To investigate the relationship between genetic polymorphisms and side effects including GI toxicity, infection and leukocytopenia, the frequency of side effects in different genotype pairs was compared. A binary logistics regression analysis was used to assess the risk of side effect in different genotypes. As shown in Table 4, of all the drug metabolizing enzymes examined in this study, only CYP2B6 ‐750 T > C and CYP2C19*2 were statistically associated with the adverse reactions of CPA.

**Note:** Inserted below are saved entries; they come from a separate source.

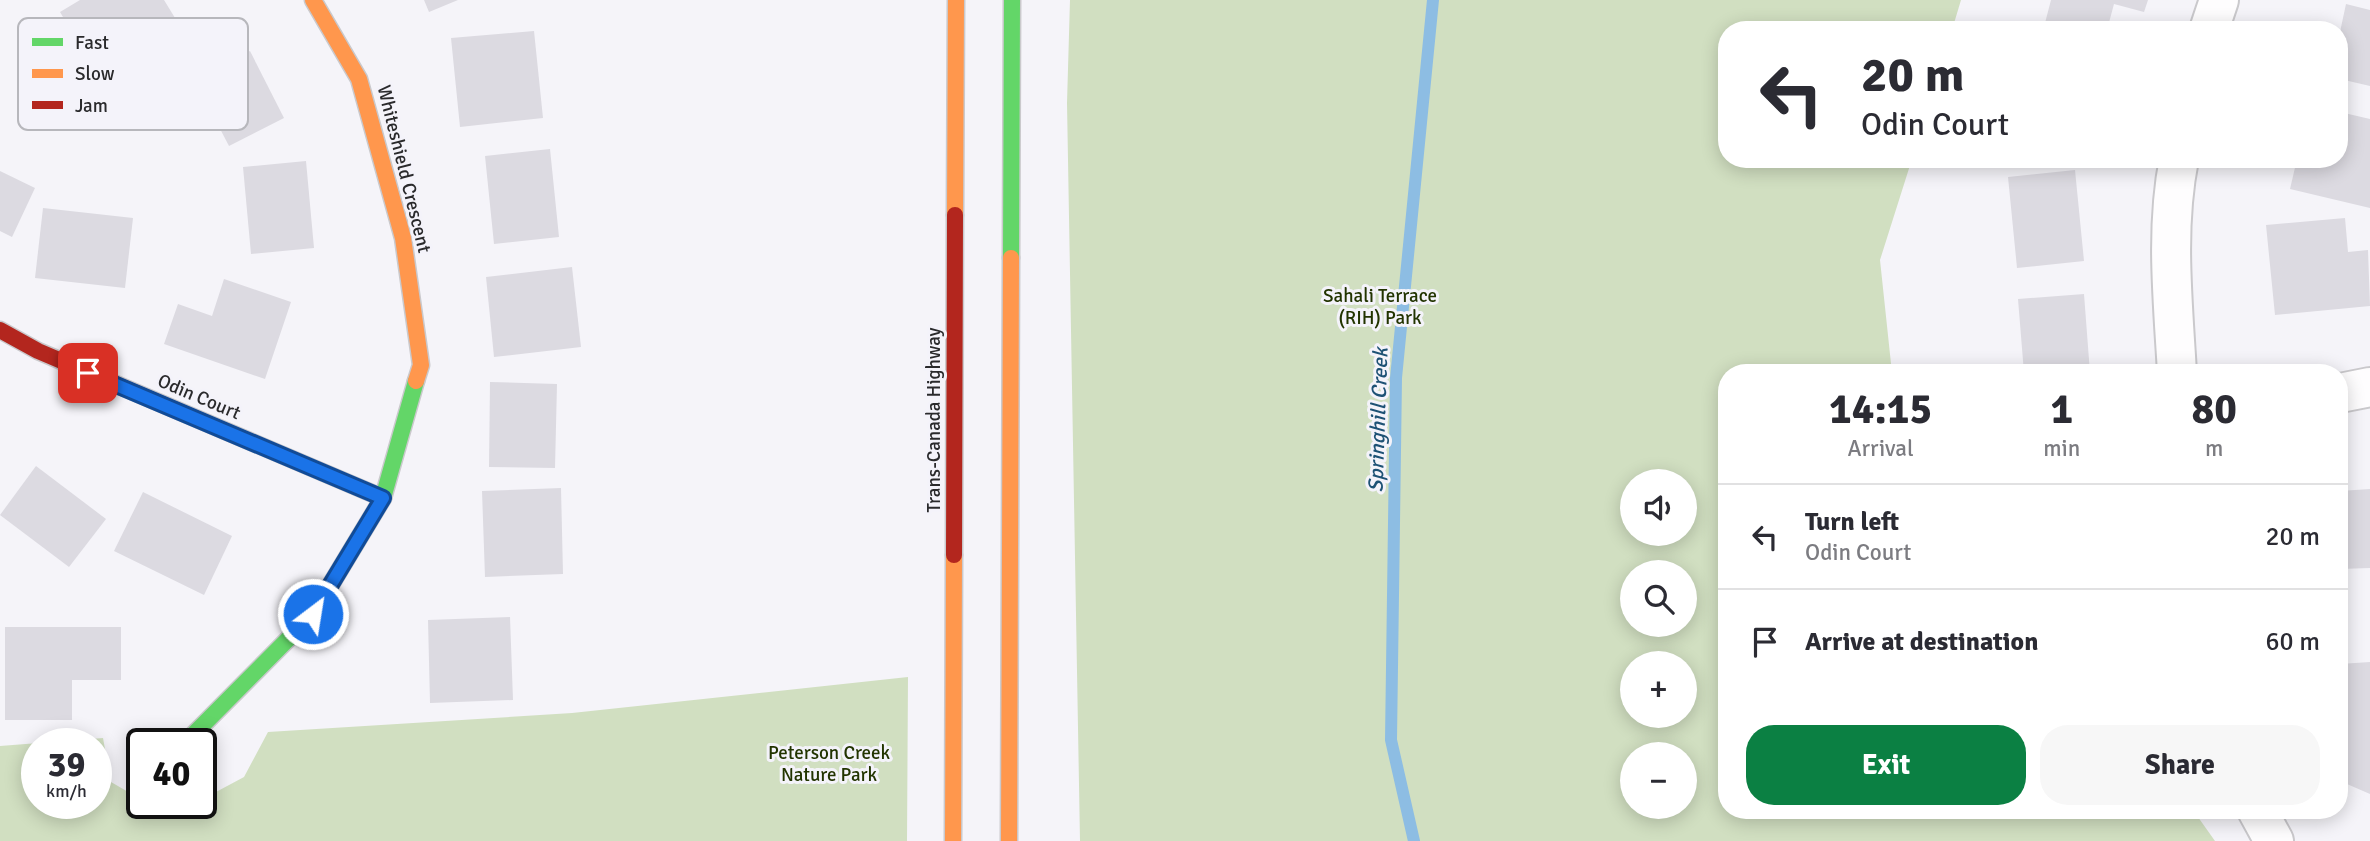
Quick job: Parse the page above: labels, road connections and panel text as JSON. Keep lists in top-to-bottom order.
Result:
{
  "streets": {
    "main road": ["Whiteshield Crescent", "Odin Court", "Trans-Canada Highway"]
  },
  "crossings": [
    ["Whiteshield Crescent", "Odin Court"]
  ],
  "water": ["Springhill Creek"],
  "parks": ["Sahali Terrace (RIH) Park", "Peterson Creek Nature Park"],
  "legend": ["Fast", "Slow", "Jam"],
  "page": {
    "turn": ["20 m", "Odin Court"],
    "eta": [
      "14:15",
      "Arrival",
      "1",
      "min",
      "80",
      "m"
    ],
    "map_buttons": ["+", "−"],
    "list": [
      {
        "name": "Turn left",
        "note": "Odin Court",
        "value": "20 m"
      },
      {
        "name": "Arrive at destination",
        "value": "60 m"
      }
    ],
    "buttons": ["Exit", "Share"],
    "speed": "39 km/h",
    "limit": "40"
  }
}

As for CYP2B6 ‐750 T > C, the frequency of GI toxicity in patients carrying TT genotype (wild type) was 33.3%, significantly higher than that in patients carrying TC and CC genotypes (10.6%, P < 0.005). A similar tendency was observed in the percentage decrease of patients who developed leukocytopenia. 43.8% of patients with the TT genotype developed leukocytopenia compared with 21.3% of patients with the TC and CC genotype. The C carriers had a significantly lower leukocytopenia frequency (P < 0.005). Binary logistics regression analysis revealed that patients having at least one C allele of CYP2B6 ‐750 T > C were at lower risk of experiencing GI toxicity (OR 0.238, 95% CI 0.107, 0.523, P < 0.001) and leukocytopenia (OR 0.347, 95% CI 0.173, 0.699, P < 0.001) than other patients.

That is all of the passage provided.